* WORK TASK:
What do the lines say, reproduced word for word, from the first of the entries below through the line bearing "Annotation task. Convert"?

* INFORMATION SHOWN:
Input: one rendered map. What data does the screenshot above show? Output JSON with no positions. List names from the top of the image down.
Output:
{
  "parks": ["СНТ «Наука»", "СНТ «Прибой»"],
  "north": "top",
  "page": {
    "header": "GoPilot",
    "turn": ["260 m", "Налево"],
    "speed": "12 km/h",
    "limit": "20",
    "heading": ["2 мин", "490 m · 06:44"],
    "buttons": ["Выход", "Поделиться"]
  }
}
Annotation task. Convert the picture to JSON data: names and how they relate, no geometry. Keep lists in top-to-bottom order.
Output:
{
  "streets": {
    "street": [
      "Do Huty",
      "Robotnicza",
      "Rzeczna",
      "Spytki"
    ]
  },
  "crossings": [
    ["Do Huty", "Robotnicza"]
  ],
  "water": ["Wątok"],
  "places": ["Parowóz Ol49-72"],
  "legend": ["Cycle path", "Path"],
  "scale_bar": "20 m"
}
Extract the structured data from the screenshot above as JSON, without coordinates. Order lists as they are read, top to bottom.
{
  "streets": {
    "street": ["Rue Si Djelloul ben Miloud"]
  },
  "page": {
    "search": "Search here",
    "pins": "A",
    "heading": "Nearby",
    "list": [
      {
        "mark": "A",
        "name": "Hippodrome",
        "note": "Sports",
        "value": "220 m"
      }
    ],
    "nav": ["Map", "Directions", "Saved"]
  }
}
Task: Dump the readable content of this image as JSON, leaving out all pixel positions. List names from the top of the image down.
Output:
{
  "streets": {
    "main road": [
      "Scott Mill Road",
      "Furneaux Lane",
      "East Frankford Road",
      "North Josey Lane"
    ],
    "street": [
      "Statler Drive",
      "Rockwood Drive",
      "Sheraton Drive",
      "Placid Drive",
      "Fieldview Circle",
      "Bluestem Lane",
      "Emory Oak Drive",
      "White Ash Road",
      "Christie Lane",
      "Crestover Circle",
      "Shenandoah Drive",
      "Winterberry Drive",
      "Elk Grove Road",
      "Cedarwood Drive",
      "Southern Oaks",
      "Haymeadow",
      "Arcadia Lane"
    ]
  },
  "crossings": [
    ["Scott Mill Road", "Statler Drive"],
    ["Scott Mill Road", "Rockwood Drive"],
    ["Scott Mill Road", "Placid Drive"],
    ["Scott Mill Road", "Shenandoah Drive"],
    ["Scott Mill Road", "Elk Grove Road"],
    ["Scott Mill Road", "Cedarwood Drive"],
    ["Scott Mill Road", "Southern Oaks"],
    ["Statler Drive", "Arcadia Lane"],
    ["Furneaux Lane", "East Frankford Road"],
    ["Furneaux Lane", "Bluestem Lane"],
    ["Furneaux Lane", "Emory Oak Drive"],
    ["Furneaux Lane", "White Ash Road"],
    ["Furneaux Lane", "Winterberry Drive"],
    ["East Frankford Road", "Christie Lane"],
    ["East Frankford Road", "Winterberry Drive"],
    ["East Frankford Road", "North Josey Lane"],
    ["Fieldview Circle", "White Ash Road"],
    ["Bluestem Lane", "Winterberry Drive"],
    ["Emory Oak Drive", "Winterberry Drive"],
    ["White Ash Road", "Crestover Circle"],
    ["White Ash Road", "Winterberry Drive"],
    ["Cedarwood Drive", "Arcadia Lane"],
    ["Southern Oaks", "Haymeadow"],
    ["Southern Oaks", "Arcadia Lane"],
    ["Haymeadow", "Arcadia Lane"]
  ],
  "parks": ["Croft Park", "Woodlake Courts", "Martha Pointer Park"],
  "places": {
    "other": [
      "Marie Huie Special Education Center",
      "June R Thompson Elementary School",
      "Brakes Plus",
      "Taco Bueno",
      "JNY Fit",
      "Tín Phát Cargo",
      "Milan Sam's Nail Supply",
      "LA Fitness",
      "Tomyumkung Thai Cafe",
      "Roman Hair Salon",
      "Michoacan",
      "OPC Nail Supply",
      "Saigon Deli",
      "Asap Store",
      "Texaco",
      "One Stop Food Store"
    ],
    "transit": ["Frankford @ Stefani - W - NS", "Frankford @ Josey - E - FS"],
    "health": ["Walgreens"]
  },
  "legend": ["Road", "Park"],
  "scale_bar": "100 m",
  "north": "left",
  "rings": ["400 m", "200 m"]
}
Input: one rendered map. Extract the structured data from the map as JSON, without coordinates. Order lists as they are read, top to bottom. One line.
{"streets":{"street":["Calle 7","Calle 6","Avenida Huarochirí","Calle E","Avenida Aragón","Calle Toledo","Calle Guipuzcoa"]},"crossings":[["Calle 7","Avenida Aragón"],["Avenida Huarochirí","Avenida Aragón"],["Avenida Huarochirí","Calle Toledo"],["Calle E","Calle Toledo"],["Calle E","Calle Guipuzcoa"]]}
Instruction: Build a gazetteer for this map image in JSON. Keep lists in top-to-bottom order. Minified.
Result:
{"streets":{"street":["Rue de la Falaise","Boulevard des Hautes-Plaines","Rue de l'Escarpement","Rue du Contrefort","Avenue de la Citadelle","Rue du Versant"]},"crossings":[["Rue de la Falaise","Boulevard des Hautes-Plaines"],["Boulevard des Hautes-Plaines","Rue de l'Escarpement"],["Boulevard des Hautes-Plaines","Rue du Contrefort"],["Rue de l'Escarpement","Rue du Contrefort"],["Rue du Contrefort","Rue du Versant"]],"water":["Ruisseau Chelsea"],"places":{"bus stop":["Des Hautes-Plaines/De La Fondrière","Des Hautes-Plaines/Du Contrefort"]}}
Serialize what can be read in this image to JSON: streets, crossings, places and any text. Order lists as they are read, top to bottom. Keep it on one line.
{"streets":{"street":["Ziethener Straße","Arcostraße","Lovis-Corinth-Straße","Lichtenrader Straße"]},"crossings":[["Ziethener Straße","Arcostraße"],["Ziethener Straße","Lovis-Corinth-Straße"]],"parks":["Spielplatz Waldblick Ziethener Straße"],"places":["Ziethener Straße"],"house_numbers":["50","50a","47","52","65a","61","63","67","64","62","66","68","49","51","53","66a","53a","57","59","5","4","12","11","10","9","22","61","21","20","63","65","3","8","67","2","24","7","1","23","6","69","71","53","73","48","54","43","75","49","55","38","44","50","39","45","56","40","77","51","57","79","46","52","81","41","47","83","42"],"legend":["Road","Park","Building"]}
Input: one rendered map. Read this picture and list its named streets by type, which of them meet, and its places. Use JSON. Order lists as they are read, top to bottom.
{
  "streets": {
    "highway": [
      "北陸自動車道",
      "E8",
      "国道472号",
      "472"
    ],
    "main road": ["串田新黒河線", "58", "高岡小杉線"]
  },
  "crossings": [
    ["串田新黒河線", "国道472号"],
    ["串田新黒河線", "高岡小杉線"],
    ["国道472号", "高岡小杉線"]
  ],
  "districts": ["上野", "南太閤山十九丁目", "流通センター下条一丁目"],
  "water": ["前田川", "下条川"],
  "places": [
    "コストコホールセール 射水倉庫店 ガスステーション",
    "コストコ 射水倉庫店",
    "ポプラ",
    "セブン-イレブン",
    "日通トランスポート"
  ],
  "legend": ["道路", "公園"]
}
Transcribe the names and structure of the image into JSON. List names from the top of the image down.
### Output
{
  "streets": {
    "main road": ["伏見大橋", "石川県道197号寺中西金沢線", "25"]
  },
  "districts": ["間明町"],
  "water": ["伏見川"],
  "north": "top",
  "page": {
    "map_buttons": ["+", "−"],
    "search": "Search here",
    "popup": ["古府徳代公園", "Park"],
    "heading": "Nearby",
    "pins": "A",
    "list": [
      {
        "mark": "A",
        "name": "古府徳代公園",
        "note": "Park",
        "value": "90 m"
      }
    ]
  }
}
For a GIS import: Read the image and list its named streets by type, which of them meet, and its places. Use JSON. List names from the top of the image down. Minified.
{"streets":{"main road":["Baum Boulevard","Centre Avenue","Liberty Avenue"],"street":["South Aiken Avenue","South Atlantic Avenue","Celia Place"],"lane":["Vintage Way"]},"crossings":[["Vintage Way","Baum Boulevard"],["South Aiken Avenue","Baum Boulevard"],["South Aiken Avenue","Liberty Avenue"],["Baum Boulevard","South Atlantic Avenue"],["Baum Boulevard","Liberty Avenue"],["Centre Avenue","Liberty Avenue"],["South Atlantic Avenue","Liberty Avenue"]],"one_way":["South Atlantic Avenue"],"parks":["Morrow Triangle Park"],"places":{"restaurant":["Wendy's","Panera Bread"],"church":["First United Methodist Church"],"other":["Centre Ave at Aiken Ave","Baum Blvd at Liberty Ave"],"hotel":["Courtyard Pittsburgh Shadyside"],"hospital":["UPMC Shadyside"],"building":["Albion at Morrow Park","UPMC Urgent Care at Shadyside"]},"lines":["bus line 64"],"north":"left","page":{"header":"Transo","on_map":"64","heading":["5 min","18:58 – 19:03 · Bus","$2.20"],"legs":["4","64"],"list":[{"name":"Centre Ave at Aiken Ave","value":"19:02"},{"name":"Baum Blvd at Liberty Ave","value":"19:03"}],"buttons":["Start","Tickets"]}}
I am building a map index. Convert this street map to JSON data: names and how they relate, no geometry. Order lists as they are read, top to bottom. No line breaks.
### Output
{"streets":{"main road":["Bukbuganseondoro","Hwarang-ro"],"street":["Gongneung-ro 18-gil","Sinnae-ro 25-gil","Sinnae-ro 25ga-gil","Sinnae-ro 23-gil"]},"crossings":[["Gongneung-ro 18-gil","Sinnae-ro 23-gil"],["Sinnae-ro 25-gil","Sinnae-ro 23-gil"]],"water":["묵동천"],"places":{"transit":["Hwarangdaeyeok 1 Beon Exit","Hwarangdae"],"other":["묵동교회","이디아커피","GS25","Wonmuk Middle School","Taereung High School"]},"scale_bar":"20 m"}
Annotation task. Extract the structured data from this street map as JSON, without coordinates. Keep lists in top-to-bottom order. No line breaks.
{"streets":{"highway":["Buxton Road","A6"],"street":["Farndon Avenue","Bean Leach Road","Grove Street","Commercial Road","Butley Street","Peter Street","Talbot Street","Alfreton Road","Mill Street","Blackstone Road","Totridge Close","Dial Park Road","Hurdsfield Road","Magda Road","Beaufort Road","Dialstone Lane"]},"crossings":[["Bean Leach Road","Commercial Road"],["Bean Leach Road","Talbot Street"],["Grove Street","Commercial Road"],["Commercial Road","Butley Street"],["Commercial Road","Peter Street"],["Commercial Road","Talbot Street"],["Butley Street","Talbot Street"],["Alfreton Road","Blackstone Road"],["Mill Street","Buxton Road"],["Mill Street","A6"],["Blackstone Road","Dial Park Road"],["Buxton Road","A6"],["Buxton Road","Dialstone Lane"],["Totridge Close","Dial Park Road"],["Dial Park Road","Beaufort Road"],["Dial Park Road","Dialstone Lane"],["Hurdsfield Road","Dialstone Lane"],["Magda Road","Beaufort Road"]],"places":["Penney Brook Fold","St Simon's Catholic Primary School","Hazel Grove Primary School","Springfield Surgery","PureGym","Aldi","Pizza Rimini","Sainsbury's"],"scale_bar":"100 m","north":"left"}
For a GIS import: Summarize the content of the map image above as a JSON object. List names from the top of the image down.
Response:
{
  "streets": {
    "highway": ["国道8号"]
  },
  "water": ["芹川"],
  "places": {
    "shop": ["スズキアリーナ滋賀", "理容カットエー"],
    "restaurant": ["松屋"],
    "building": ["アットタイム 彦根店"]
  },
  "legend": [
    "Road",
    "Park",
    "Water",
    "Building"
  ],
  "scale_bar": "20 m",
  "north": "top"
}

* SOLUTION TO THIS TASK:
Input: one rendered map. What data does the screenshot above show? Output JSON with no positions. List names from the top of the image down.
Output:
{
  "parks": ["СНТ «Наука»", "СНТ «Прибой»"],
  "north": "top",
  "page": {
    "header": "GoPilot",
    "turn": ["260 m", "Налево"],
    "speed": "12 km/h",
    "limit": "20",
    "heading": ["2 мин", "490 m · 06:44"],
    "buttons": ["Выход", "Поделиться"]
  }
}
Annotation task. Convert the picture to JSON data: names and how they relate, no geometry. Keep lists in top-to-bottom order.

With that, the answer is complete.